CXCL16 induces angiogenesis in autocrine signaling pathway involving hypoxia-inducible factor 1α in human umbilical vein endothelial cells.

Author information

1
Jiangsu Center for Pharmacodynamics Research and Evaluation, China Pharmaceutical University, Nanjing, Jiangsu 210009, P.R. China.
2
Department of Biophysics, University of Saarland, D-66421 Homburg, Germany.
3
Jiangsu Center for Drug Screening, China Pharmaceutical University, Nanjing, Jiangsu 210009, P.R. China.
4
Department of Molecular Physiology, University of Saarland, D-66421 Homburg, Germany.

Abstract

Chemokine (C-X-C motif) ligand 16 (CXCL16) is a new angiogenic factor inducing angiogenesis via extracellular signal-regulated kinases pathway. To further understand the molecular mechanism underlying CXCL16‑induced angiogenesis, we explored involvement of other relevant pathways in CXCL16-induced angiogenesis.

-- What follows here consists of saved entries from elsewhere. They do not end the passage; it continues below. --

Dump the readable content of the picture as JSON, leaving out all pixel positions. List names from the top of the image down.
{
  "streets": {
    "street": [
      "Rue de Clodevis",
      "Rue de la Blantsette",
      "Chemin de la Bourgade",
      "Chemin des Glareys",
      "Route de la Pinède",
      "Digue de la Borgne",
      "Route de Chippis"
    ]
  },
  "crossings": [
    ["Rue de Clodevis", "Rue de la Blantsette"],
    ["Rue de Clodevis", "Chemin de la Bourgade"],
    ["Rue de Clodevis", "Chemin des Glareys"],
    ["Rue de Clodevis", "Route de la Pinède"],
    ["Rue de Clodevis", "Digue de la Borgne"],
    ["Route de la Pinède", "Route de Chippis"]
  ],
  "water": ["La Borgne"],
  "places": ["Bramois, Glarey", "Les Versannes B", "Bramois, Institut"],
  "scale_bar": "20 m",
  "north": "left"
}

In the present study, we investigated the mechanisms underlying CXCL16-induced angiogenesis in human umbilical vein endothelial cells (HUVECs). CXCL16 promoted HUVEC proliferation, tube formation and migration. Enzyme-linked immunosorbent assay revealed that CXCL16 induced vascular endothelial growth factor secretion from HUVECs. Western blot analysis showed that CXCL16 increased the level of hypoxia‑inducible factor 1α, p-extracellular signal-regulated kinases (ERK), p-p38 and p-Akt dose- and time-dependently. ERK-, p38- and Akt-selective inhibitors significantly suppressed HUVEC proliferation, migration, tube formation and hypoxia-inducible factor 1α (HIF-1α) expression induced by CXCL16. Furthermore, CXCL16 peptides induced CXCL16 secretion via ERK, p38 and Akt pathways, which was suppressed by HIF-1α-selective inhibitor PX12. Our data suggest that CXCL16 induces angiogenesis in autocrine manner via ERK, Akt, p38 pathways and HIF-1α modulation.

PMID:
26707275
DOI:
10.3892/or.2015.4520
[Indexed for MEDLINE]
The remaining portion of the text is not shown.